Touring actors in holiday productions rarely get the chance to spend time at home during the festive season, which is why Daniel Plimpton isn’t taking his role in “Irving Berlin’s White Christmas” for granted.
As a Massachusetts native and Boston Conservatory alum, Plimpton is excited to be back in the Bay State as part of the musical’s stop in the Hub at the Wang Theatre through Dec. 29. Not only does he have the opportunity to perform in Boston for the first time since he graduated, but he’ll also be able to spend some quality time with family in the area.
“Just to be in the city where I was so educated in theater, inspired by all the local theaters there and to be performing there at such a big scale now is really special,” says Plimpton. “I think I’ll be crying on opening night.”
“The actor’s life is a traveling life,” he adds. “Anytime it coincides with being home for the holidays and performing for the holidays – that’s the dream.”
Having grown up just outside of Amherst in Leverett, Plimpton was raised by a family who valued the arts and encouraged his passions. Plimpton first got into community theater at the age of 5 and earned his first professional theater role at the age of 12. He took a few years off as a teen to focus on studying at a public performing arts school before attending Boston Conservatory for a “vigorous four years.” Coincidentally, his college roommate is also in “White Christmas” as its tour runs in Boston this month.
“Massachusetts was the perfect place to begin exploring [the arts],” says Plimpton.
As a dancer in the show, Plimpton believes that the choreography by Randy Skinner, one of the original choreographers on “42nd Street,” are some of the most “spectacular” parts of “White Christmas.” Plimpton says that the dancing is not just for spectacle sake, but rather something that’s pure and joyful while being “stylistically accurate to the ‘30s and ‘40s in a special way that’s unique for our show.”

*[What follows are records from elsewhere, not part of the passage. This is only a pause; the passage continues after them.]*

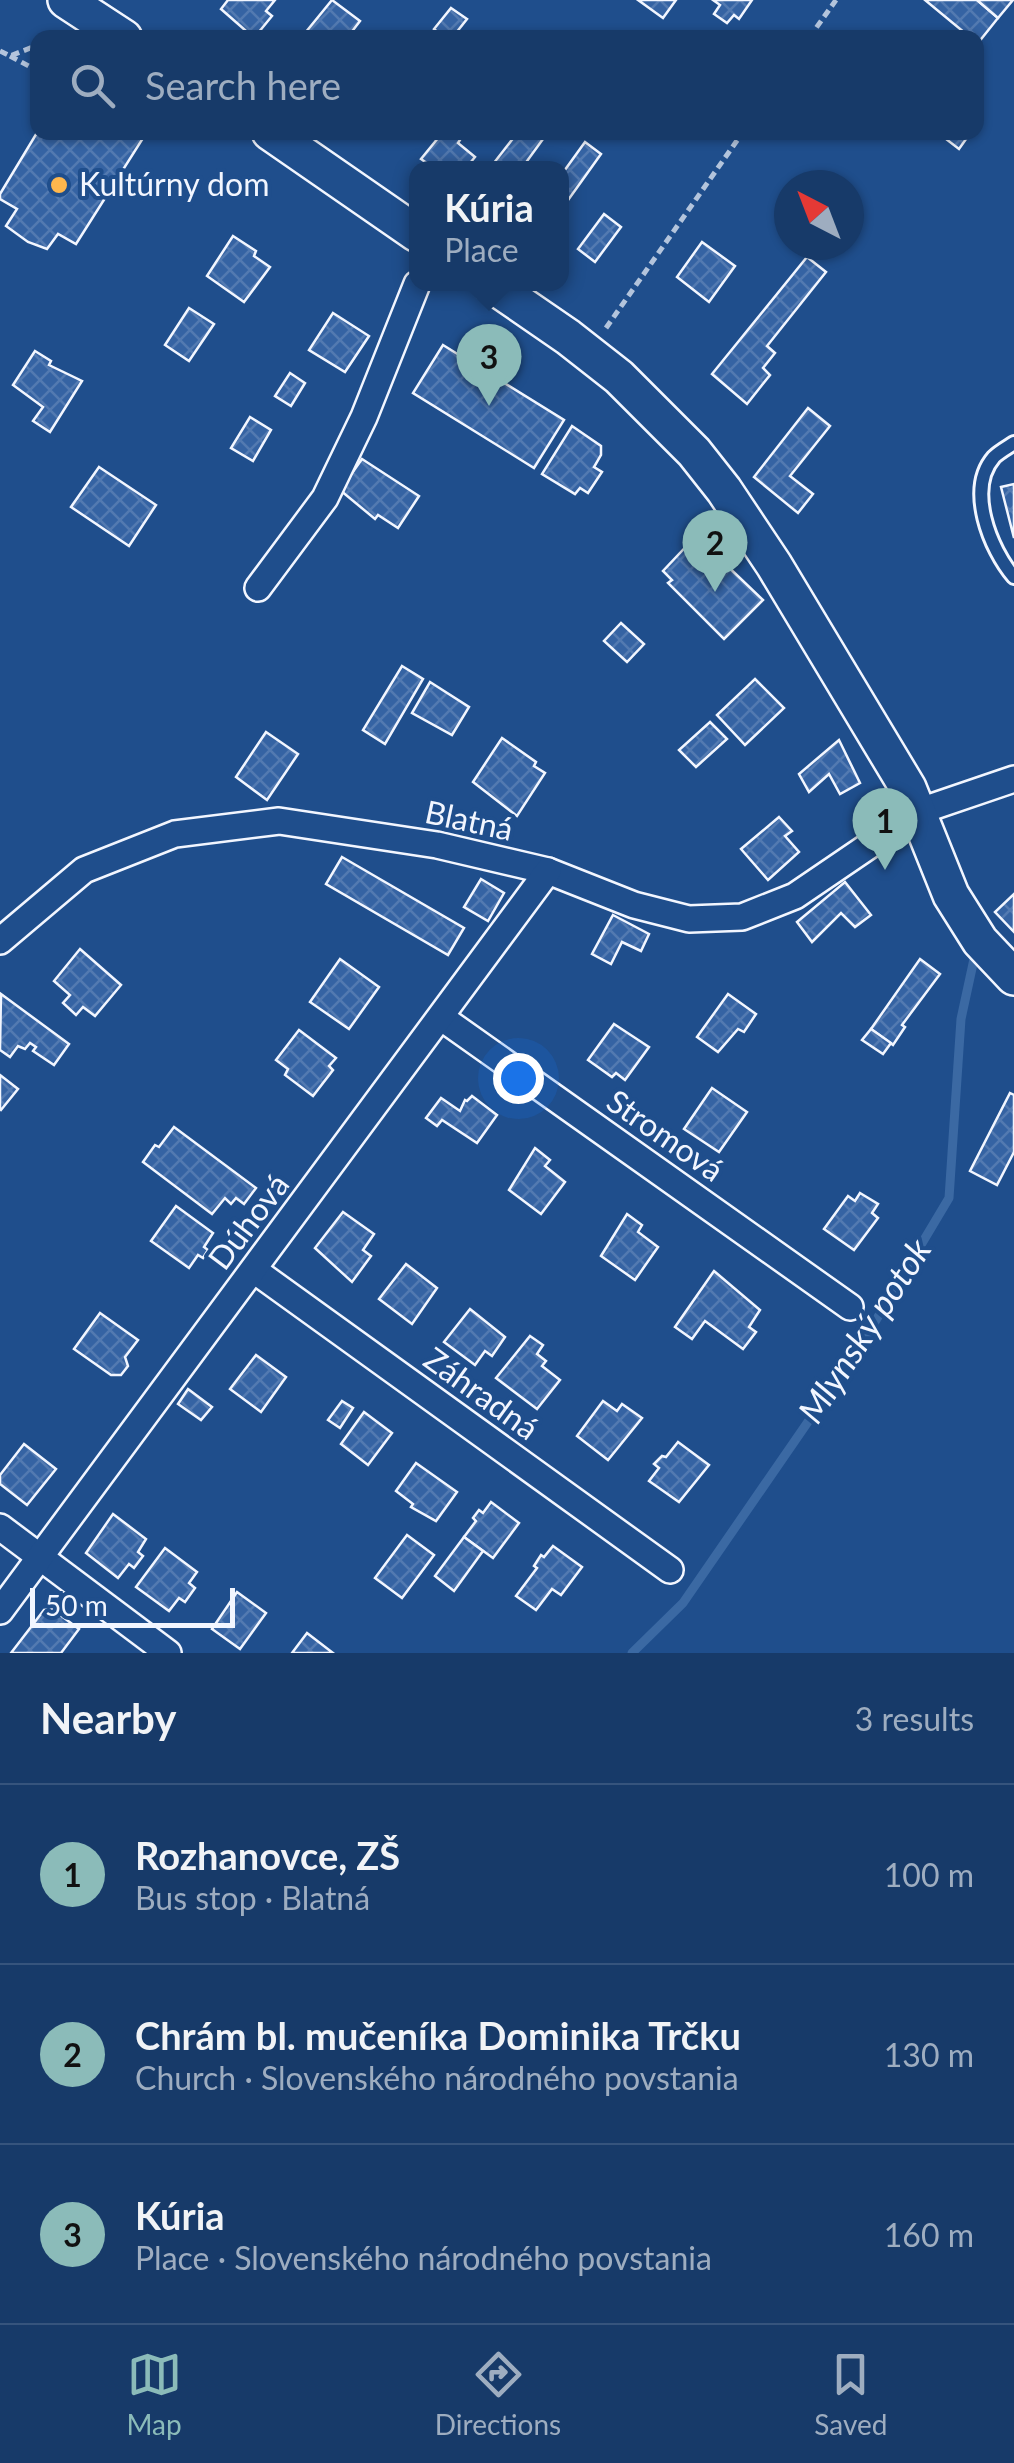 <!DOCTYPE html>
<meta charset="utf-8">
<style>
body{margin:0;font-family:Lato,sans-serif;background:#20416f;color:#f1f3f6}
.compass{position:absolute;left:774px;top:170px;width:90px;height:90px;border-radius:50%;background:#173a69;box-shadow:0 2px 8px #0004;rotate:318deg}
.scale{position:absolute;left:30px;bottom:25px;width:205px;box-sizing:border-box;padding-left:10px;border:5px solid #f2f6ff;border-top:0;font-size:28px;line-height:35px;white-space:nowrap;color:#f2f6ff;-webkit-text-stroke:8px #1f4e8c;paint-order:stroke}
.you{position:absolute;left:518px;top:1078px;width:35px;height:35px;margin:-25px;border:8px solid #fff;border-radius:50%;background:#1a73e8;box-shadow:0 0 0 15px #1a73e833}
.badge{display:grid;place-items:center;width:65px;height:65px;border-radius:50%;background:#8bbbb9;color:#111;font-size:32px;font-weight:700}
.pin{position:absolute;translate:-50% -82px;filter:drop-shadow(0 2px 5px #0008)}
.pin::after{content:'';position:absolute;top:52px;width:35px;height:30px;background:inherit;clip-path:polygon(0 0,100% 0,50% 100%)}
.popup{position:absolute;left:409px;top:161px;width:160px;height:130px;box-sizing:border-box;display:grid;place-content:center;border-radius:20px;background:#173a69;filter:drop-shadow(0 2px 8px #0005);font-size:32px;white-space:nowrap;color:#9eadc0}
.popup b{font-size:38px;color:#f1f3f6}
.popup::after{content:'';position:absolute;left:50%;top:100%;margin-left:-20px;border:20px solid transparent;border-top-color:#173a69}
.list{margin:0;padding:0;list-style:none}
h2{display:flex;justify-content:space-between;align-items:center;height:130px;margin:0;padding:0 40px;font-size:42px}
h2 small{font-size:32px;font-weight:400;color:#9eadc0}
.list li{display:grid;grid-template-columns:65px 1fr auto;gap:30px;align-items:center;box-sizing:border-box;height:180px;padding:0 40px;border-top:2px solid #36547d}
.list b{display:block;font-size:38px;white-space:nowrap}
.list p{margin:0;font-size:32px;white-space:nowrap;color:#9eadc0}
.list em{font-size:32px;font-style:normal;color:#9eadc0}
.icon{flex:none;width:55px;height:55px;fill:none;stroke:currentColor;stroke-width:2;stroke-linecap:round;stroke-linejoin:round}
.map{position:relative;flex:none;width:1014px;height:1653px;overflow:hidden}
.search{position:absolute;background:#173a69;box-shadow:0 2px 8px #0004;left:30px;right:30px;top:30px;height:110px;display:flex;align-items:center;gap:25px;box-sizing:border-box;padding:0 35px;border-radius:20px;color:#9eadc0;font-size:38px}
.sheet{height:670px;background:#173a69}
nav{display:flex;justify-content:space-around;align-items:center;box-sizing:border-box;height:140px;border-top:2px solid #36547d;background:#173a69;font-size:28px;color:#9eadc0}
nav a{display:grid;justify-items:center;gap:5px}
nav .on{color:#8bbbb9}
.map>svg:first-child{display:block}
</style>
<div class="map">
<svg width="1014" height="1653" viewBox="0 0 1014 1653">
<defs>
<pattern id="building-cross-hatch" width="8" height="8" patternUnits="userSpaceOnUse" patternTransform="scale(2.5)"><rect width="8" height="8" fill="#3563a3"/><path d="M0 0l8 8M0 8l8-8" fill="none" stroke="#537ab1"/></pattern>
</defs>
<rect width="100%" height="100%" fill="#1f4e8c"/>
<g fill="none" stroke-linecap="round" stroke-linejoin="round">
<path stroke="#3b69a3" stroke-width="9" d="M 632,1653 L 683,1603 L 863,1342 L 949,1198 L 961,1019 L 974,959"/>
</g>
<g fill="url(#building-cross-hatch)" stroke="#f2f6ff" stroke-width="2.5">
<path d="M 228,0 L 275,0 L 266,11 L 272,16 L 254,38 L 221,9 Z"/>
<path d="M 332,0 L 360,21 L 347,38 L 301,38 Z"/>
<path d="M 638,0 L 676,0 L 663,18 Z"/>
<path d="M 713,0 L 752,0 L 739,19 L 734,15 L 727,23 L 714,14 L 720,5 Z"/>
<path d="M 925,0 L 977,0 L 998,18 L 978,43 L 976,38 L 971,38 Z"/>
<path d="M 977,0 L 1013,0 L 998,18 Z"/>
<path d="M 451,8 L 467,19 L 452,38 L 444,38 L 434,29 Z"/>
<path d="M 38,131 L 140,132 L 145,135 L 76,244 L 58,234 L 47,249 L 28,242 L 6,226 L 17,209 L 0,199 L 0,194 Z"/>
<path d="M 443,132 L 465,132 L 458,143 L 475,157 L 466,168 L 434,168 L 421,159 Z"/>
<path d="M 518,132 L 534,132 L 543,139 L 522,168 L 490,168 Z"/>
<path d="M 937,132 L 971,132 L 959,149 Z"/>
<path d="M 585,142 L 601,154 L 566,203 L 562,200 L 562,174 Z"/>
<path d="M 604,214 L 621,227 L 595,262 L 578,249 Z"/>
<path d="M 233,236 L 256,251 L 254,256 L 270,267 L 244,302 L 207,276 Z"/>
<path d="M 702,242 L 735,266 L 709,302 L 677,277 Z"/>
<path d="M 807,257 L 826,272 L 767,346 L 775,353 L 763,368 L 770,375 L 747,404 L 712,374 Z"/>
<path d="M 189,308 L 214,324 L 189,361 L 165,345 Z"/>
<path d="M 333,313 L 369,336 L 345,372 L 309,350 Z"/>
<path d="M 443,345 L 564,420 L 534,468 L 413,393 Z"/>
<path d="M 35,351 L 51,361 L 49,365 L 82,381 L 50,432 L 33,421 L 43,407 L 13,385 Z"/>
<path d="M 290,373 L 305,383 L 291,406 L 275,396 Z"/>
<path d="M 808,408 L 830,426 L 790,476 L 813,494 L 798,513 L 754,477 Z"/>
<path d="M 250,417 L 271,430 L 253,461 L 231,448 Z"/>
<path d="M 572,426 L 601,446 L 601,455 L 594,467 L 602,472 L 588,493 L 580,488 L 575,494 L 542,474 Z"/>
<path d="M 362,459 L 419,496 L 398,528 L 378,515 L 375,519 L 340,490 Z"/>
<path d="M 99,467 L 156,505 L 129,546 L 71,507 Z"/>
<path d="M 1014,484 L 1014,538 L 1001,487 Z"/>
<path d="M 696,536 L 763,600 L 724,639 L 668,583 L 672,580 L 663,571 Z"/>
<path d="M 621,623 L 644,644 L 627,662 L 604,641 Z"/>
<path d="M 402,666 L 423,679 L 385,744 L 363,730 Z"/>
<path d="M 755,679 L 784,708 L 745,745 L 717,715 Z"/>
<path d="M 430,682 L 469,707 L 452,735 L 412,713 Z"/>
<path d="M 710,722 L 727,739 L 696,767 L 679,750 Z"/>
<path d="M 266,732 L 298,754 L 267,800 L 236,777 Z"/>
<path d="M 502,738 L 536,762 L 534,766 L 545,773 L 517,816 L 473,782 Z"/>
<path d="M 839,740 L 860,783 L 840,794 L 829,774 L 809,792 L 799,774 Z"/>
<path d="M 779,817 L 792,831 L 785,836 L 799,852 L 768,880 L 741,849 Z"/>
<path d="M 342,857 L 464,928 L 448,955 L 326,884 Z"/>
<path d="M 481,879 L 504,893 L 488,921 L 464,907 Z"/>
<path d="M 845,882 L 871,915 L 855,927 L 841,913 L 812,942 L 797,922 Z"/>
<path d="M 1014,894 L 1014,932 L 995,912 Z"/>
<path d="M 613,915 L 649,934 L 641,951 L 622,942 L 611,964 L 592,954 Z"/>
<path d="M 80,949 L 121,985 L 95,1016 L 83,1007 L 76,1015 L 63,1003 L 70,995 L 54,981 Z"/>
<path d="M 340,959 L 379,987 L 349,1029 L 310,1002 Z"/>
<path d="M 920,959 L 940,974 L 902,1025 L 905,1027 L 893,1045 L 871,1029 Z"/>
<path d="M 1,994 L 69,1044 L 54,1065 L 33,1051 L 36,1047 L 30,1043 L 25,1049 L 18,1046 L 10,1057 L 0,1050 Z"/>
<path d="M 728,994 L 756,1014 L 744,1032 L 738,1029 L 718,1052 L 697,1037 Z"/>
<path d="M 614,1024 L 649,1047 L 625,1080 L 616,1073 L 612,1077 L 588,1060 Z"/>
<path d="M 871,1029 L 891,1043 L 883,1054 L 862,1040 Z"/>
<path d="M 299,1030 L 336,1058 L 329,1066 L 333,1070 L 313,1096 L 285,1075 L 288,1069 L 276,1060 Z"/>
<path d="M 0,1075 L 18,1089 L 1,1110 L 0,1109 Z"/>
<path d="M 712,1088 L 747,1112 L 719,1152 L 684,1129 Z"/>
<path d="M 1010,1093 L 1014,1095 L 1014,1152 L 997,1185 L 970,1171 Z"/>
<path d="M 472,1096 L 497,1115 L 477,1143 L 442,1120 L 437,1126 L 426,1118 L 441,1098 L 460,1111 L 465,1100 L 467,1101 Z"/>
<path d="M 174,1127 L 256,1188 L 244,1204 L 236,1198 L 231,1204 L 225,1198 L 212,1214 L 143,1162 L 155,1145 L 159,1147 Z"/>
<path d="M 535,1148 L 550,1160 L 545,1166 L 565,1182 L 541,1214 L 509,1190 Z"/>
<path d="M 860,1193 L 878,1204 L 872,1213 L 878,1218 L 854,1250 L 824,1229 L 848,1196 L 855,1201 Z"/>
<path d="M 176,1206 L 213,1233 L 204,1247 L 208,1250 L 203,1258 L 198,1255 L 189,1268 L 151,1241 Z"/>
<path d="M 343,1212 L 374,1234 L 363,1250 L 371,1256 L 352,1282 L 315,1248 Z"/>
<path d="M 627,1214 L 642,1225 L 638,1232 L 658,1247 L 635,1280 L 601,1256 Z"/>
<path d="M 406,1264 L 437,1288 L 412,1324 L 379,1299 Z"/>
<path d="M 714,1271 L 760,1310 L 749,1327 L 756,1332 L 743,1349 L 705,1321 L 692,1339 L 675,1327 Z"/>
<path d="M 470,1309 L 505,1337 L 492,1356 L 485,1351 L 475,1365 L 444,1342 Z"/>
<path d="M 100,1313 L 138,1340 L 125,1357 L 128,1366 L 121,1375 L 111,1375 L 74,1349 Z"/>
<path d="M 530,1336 L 543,1345 L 537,1354 L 546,1361 L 542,1366 L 560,1380 L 537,1409 L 496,1378 Z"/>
<path d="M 256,1355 L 286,1377 L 261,1412 L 230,1389 Z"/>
<path d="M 188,1389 L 212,1407 L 201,1420 L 178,1404 Z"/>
<path d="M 342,1401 L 353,1408 L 340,1428 L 328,1420 Z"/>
<path d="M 603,1401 L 617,1411 L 622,1404 L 642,1418 L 608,1460 L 577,1436 Z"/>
<path d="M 364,1412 L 392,1433 L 368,1465 L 341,1444 Z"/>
<path d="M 678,1442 L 709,1465 L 679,1502 L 649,1481 L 659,1468 L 654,1464 L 662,1456 L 666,1457 Z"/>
<path d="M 24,1444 L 56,1469 L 27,1505 L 0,1484 L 0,1475 Z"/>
<path d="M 416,1463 L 457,1492 L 436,1521 L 411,1507 L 413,1504 L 396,1491 Z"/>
<path d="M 491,1502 L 519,1523 L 493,1558 L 464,1537 L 476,1521 L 473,1518 L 479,1510 L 483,1513 Z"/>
<path d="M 113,1514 L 146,1539 L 138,1552 L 143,1556 L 134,1568 L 129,1564 L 118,1578 L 86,1553 Z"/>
<path d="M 407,1535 L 434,1555 L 402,1598 L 375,1578 Z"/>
<path d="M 464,1537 L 483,1551 L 454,1591 L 435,1576 Z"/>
<path d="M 553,1546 L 582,1567 L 561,1595 L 552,1589 L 536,1610 L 516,1596 L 537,1568 L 534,1566 L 541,1555 L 544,1557 Z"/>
<path d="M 165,1548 L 197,1572 L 189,1583 L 195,1588 L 185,1602 L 179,1598 L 169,1611 L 136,1587 Z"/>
<path d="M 237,1592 L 266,1613 L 240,1649 L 212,1629 Z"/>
<path d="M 52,1609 L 79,1629 L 61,1653 L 11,1653 L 44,1610 Z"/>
<path d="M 307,1633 L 333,1653 L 292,1653 Z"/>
</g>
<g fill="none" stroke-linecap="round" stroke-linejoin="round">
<g stroke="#f2f6ff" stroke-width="18">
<path id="lane" d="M 1014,443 C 1008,447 999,452 994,457 C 966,489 990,549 1014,577"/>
</g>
<g stroke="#f2f6ff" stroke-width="30">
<g id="street">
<path d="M 258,588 L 325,498 L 364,417 L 417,284"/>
<path d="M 0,941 L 84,870 L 175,834 L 279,821 L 437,845 L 548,871 L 634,905 L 689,919 L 742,917 L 795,896 L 920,811 L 1014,779"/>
<path d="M 442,1018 L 850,1307"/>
<path d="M 254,1270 L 670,1570"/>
<path d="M 0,1527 L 168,1653"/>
<path d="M 0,1611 L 548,871"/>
</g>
</g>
<g stroke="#f2f6ff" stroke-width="40">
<g id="secondary">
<path d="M 66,0 L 124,38"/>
<path d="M 270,132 L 416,233"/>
<path d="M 491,284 L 568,337 L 619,377 L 694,452 L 724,490 L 774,565 L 908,788 L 951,895 L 980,941 L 1014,977"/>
</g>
</g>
<g stroke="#b3c4dc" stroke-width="5" stroke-dasharray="8 5" stroke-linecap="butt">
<path d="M 809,38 L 836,0"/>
<path d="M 0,51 L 10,56 L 38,45"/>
<path d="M 10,56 L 38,71"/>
<path d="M 606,328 L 743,132"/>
</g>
<use href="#lane" stroke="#1f4e8c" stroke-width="12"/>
<use href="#street" stroke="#1f4e8c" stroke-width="25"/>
<use href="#secondary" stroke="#1f4e8c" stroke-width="35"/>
</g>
<circle fill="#ffb74d" stroke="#1f4e8c" stroke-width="4" cx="59" cy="185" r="10"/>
<g text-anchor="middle" stroke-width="8" stroke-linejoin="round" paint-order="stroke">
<g font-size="32" fill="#f2f6ff" stroke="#1f4e8c" text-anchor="start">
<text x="79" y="196">Kultúrny dom</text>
</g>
<g font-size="32" fill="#f2f6ff" stroke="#1f4e8c">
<text transform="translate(469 821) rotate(12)" y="11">Blatná</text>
<text transform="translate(665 1136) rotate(35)" y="11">Stromová</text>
<text transform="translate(249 1222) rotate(-53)" y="11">Dúhová</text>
<text transform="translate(481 1394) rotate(36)" y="11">Záhradná</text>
</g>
<g font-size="35" font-style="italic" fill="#f2f6ff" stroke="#1f4e8c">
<text transform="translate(865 1331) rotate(-57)" y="12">Mlynský potok</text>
</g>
</g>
</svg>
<svg class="compass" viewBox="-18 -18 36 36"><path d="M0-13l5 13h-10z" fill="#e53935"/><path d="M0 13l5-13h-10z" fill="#9eadc0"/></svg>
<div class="scale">50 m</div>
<div class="you"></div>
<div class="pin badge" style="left:885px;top:870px">1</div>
<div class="pin badge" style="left:715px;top:592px">2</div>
<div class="pin badge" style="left:489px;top:406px">3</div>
<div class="popup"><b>Kúria</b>Place</div>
<div class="search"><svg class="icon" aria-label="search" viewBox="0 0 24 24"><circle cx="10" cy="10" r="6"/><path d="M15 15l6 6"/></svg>Search here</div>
</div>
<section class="sheet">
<h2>Nearby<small>3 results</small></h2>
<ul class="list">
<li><span class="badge">1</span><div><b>Rozhanovce, ZŠ</b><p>Bus stop · Blatná</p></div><em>100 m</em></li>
<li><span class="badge">2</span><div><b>Chrám bl. mučeníka Dominika Trčku</b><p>Church · Slovenského národného povstania</p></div><em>130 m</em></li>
<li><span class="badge">3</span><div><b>Kúria</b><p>Place · Slovenského národného povstania</p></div><em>160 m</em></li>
</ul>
</section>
<nav>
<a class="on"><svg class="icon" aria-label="map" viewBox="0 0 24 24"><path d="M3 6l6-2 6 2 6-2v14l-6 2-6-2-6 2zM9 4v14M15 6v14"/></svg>Map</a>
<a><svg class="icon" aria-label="directions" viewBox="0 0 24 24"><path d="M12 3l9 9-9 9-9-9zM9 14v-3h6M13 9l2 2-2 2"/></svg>Directions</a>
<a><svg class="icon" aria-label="saved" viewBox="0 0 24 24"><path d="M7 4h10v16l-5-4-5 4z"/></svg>Saved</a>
</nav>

The Massachusetts performer has a special place in his heart for the show’s setting as well. As an adaptation of the hit 1954 musical comedy film of the same name starring Bing Crosby, “White Christmas” retains the original’s New England setting, with a picturesque Vermont inn serving as a backdrop throughout most of the story.
“There’s no better place to do this musical than New England,” says Plimpton, who hopes the weather in Boston will mirror the New England winter wonderland that’s featured in the show. “It’s pretty perfect.”